Pasa largas horas ideando nuevas formas de conseguirlo: le pide a los cóndores que se posen sobre su cabeza cuando el cansancio del día comience a cerrarle los ojos. Otras veces se cubre de nieve para que el frío lo ayude, y hasta intenta que el ruido de la lejana ciudad interrumpa su sueño. Pero nada da resultado.
Todos los días el imponente Mocoen se esfuerza para intentar verla y sentir como lo roza al pasar sobre él. Lo que no sabe, es que apenas se duerme, la Luna lo toca con un velo blanco mientras se posa por la noche profunda sobre su cumbre y lo acaricia mientras duerme. Tampoco sabe, que todos sus esfuerzos son vistos desde la altura por ella y son recompensados con caricias tan sutiles que ni lo cóndores que en él habitan logran sentirlas. Ni que la lejana ciudad que le parece indiferente, todos los días contempla ese baile de amor.
Jorge Cancino
Amigos de Radio
Hace más menos dos años atrás, en una radio emisora de Los Andes, descubrí ese amigo de voz mientras estaba luchando contra el cáncer, era mi esperanza, sin pensar que esa voz que diariamente entraba a mi hogar, seria mi compañía, consuelo y alegría, mientras realizaba mis radio terapias, se escuchaba a lo lejos su voz suave, como no queriendo interrumpir, vagamente oía sus canciones y el recuerdo de tiempos mejores llenaban mi mente, haciéndome feliz.
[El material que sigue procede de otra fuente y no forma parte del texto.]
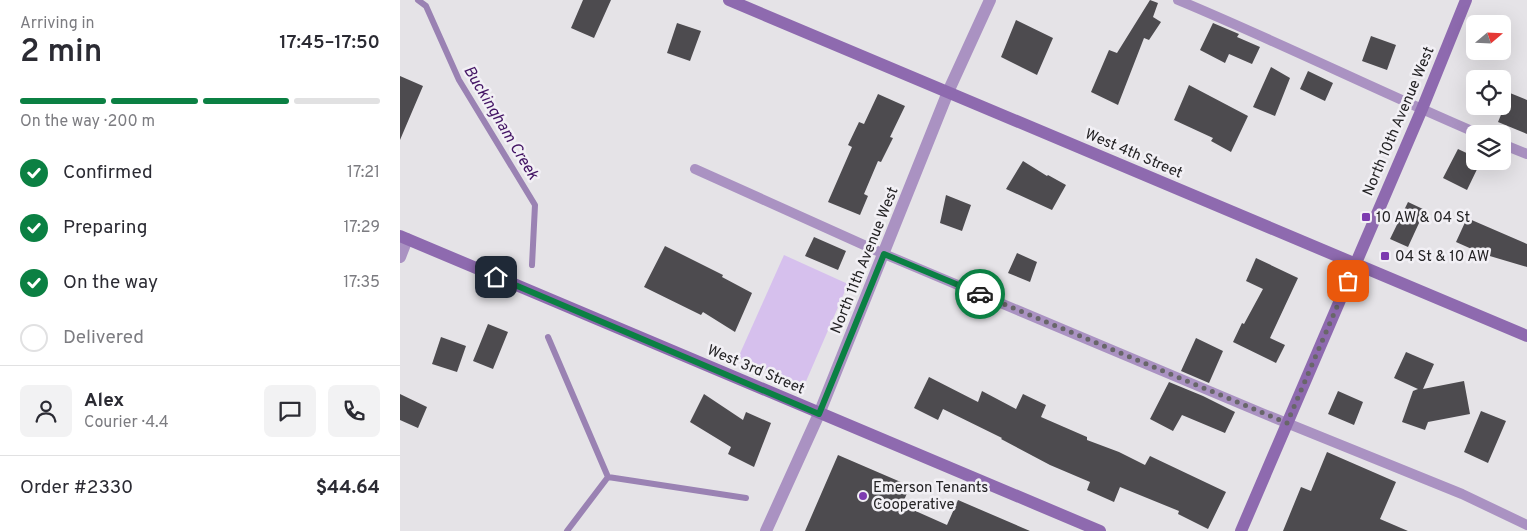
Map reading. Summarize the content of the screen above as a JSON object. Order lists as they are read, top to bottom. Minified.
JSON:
{"streets":{"street":["North 10th Avenue West","West 4th Street","North 11th Avenue West","West 3rd Street"]},"crossings":[["North 10th Avenue West","West 4th Street"],["West 4th Street","North 11th Avenue West"],["North 11th Avenue West","West 3rd Street"]],"water":["Buckingham Creek"],"places":{"transit":["10 AW & 04 St","04 St & 10 AW"],"other":["Emerson Tenants Cooperative"]},"north":"right","page":{"heading":["2 min","Arriving in","17:45–17:50"],"panel":["Alex","Courier · 4.4","Order #2330","$44.64"],"bar":"On the way · 200 m","list":[["Confirmed","17:21"],["Preparing","17:29"],["On the way","17:35"],"Delivered"]}}
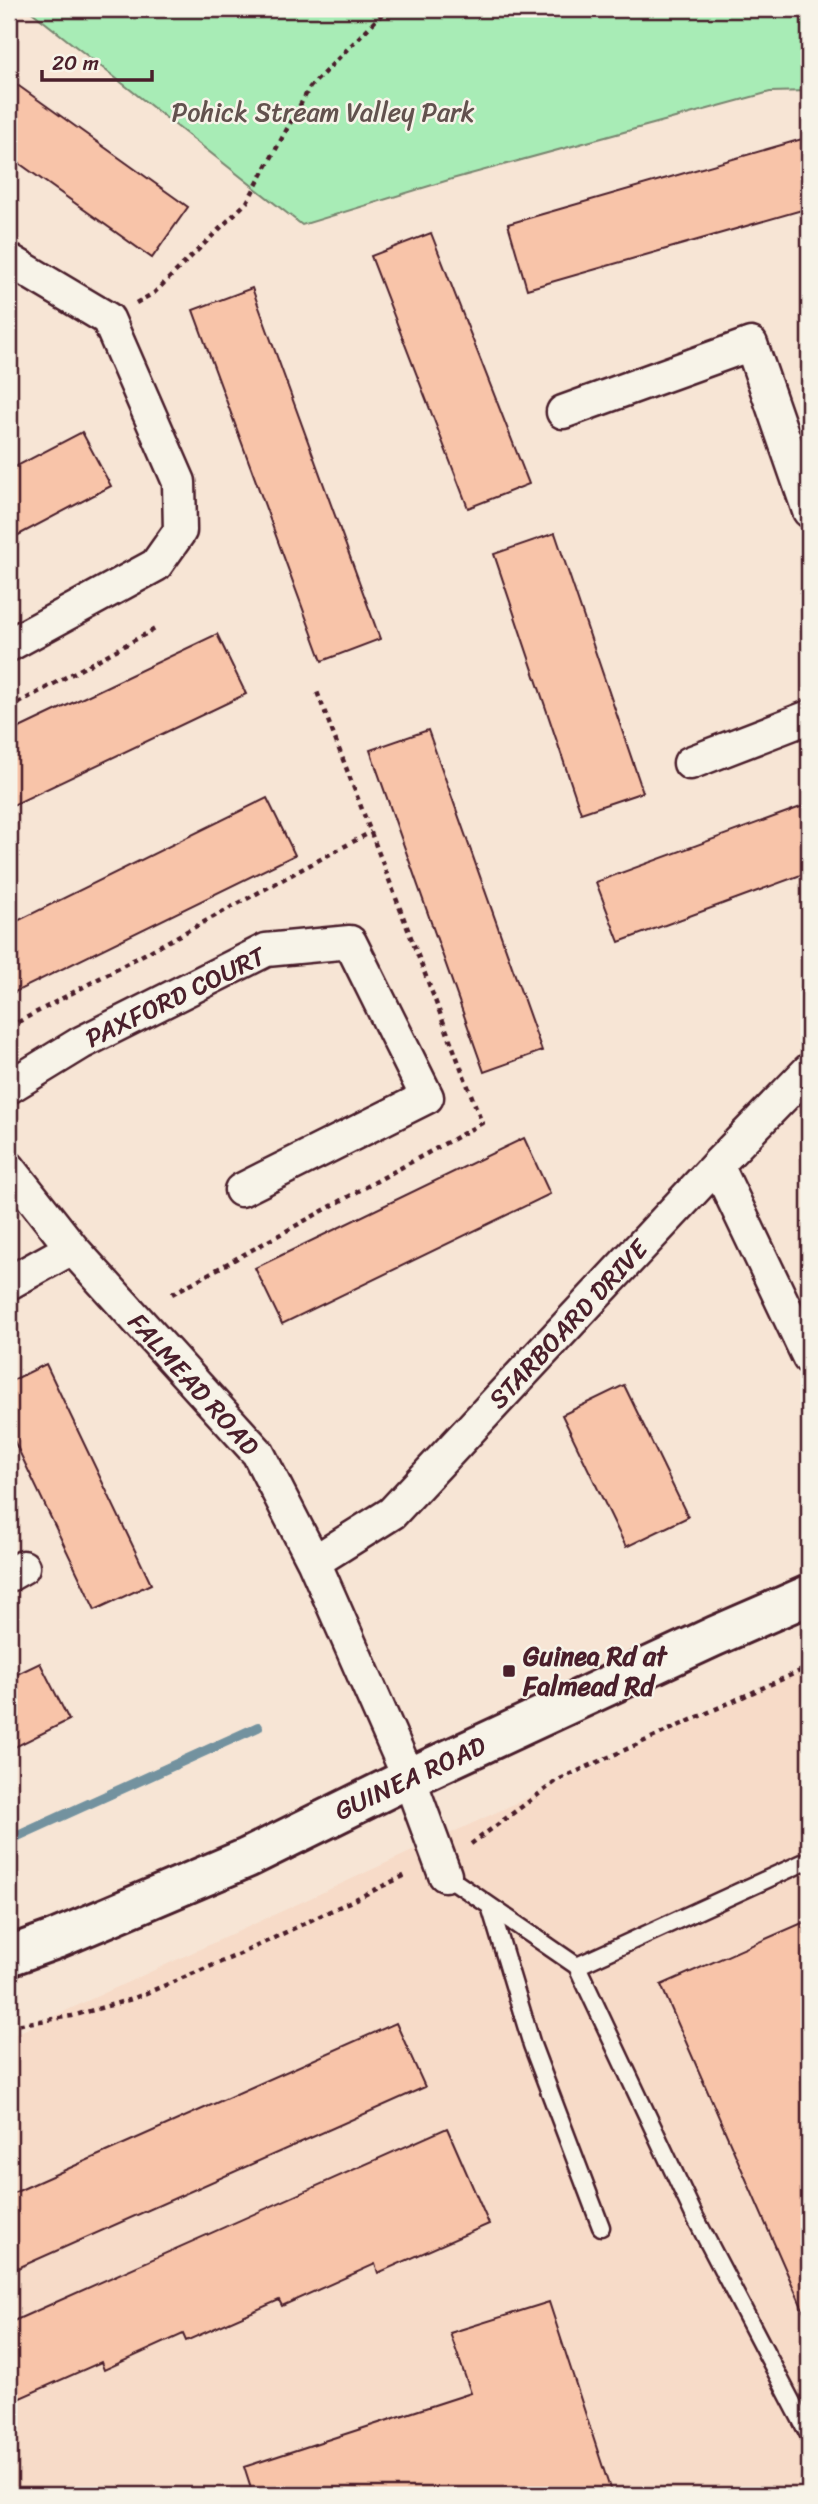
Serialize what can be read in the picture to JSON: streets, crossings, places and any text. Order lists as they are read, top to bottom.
{
  "streets": {
    "main road": ["GUINEA ROAD"],
    "street": ["PAXFORD COURT", "STARBOARD DRIVE", "FALMEAD ROAD"]
  },
  "crossings": [
    ["STARBOARD DRIVE", "FALMEAD ROAD"],
    ["FALMEAD ROAD", "GUINEA ROAD"]
  ],
  "parks": ["Pohick Stream Valley Park"],
  "places": {
    "transit": ["Guinea Rd at Falmead Rd"]
  },
  "scale_bar": "20 m"
}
Durante 45 días fuiste mi compañía de salas de esperas y habitaciones de tratamiento, el apoyo en mis días difíciles, no te veía pero estabas allí, fuerte y seguro, y yo soñaba con compartir este sufrimiento.
Hoy, ya más recuperada, te agradezco todo lo que me diste sin condición, apoyo sin conocerme y no esperar recompensa, dios sabe cuánto agradecí tus palabras amigo, la vida me dio otra oportunidad y quiero mostrarles, mis alegrías y el amor por el día a día, te lo debo a ti, mi fuerza será de otros, que hoy, al igual que yo te escuchan.
Como olvidar las largas tardes que pasaba en la casa escuchándote, tantos problemas diarios, de rutina, y pensaba... “soy afortunada, tengo vida y la belleza de esta linda ciudad de Los Andes, donde conocí tu amistad, Habrán muchas voces pero nunca olvidaré esa, y a ese amigo que estará a mi lado por siempre”.
Hoy soy feliz, amo lo que tengo y disfruto lo que vivo, gracias infinitas amigo mío.